Durham’s median household income is $90,793. The mid-tier home price? A cool $449,815. That’s nearly five times what the typical family earns in a year. Even starter homes at $308,447 clock in at 3.4 times median earnings. Bottom-tier homes sit at $175,086 — nearly double the national average. Mortgage rates hovering around 6.23% only twist the knife further. The full picture of Durham’s affordability crisis gets even more unsettling below.
While Durham’s housing market spent 2025 hitting record highs and making buyers sweat, 2026 is shaping up to be a slightly less painful experience. Home values dipped 2.2% according to Zillow’s Home Value Index, landing at an average of $390,598. The median sale price sits at $448,000, barely budging with a 0.8% year-over-year increase.
Translation: the bleeding has slowed, but nobody’s getting a bargain.
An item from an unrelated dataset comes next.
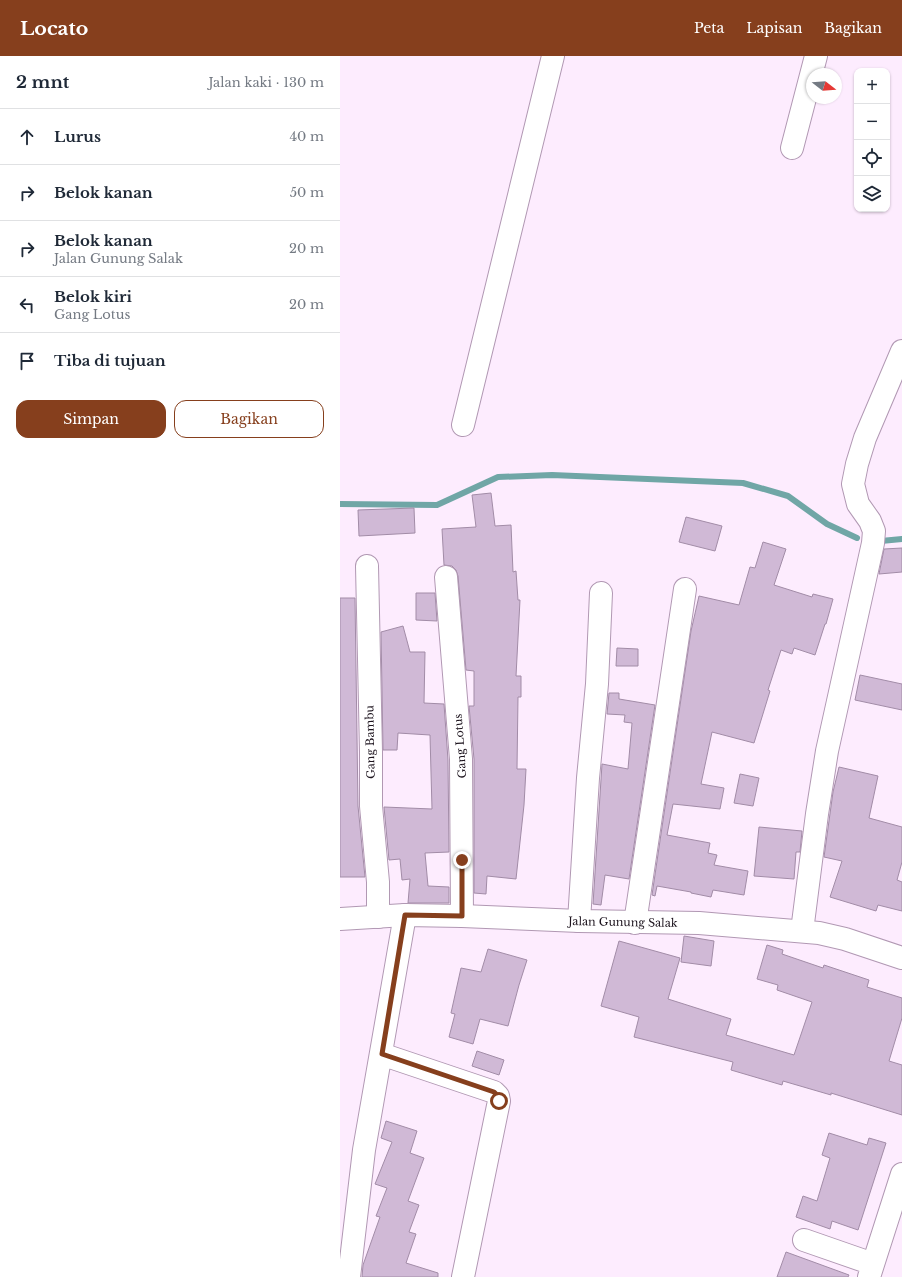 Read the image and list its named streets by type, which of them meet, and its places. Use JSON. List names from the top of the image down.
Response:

Durham’s median household income clocks in at $90,793. Sounds decent until you look at what that money actually buys. The mid-tier median sale price is $449,815. That’s nearly five times the median income.
Durham’s median income sounds impressive until you realize it barely covers a fifth of a mid-tier home.
Starter homes aren’t much friendlier at $308,447, which is still roughly 3.4 times what the typical household earns. And the bottom tier? Even that runs $175,086, almost double the national bottom tier of $125,384.
Every single housing tier in Durham costs more than the national average. Bottom tier, starter, mid, high, luxury. All of them. The luxury tier median hits $1,603,605 compared to $1,341,493 nationally.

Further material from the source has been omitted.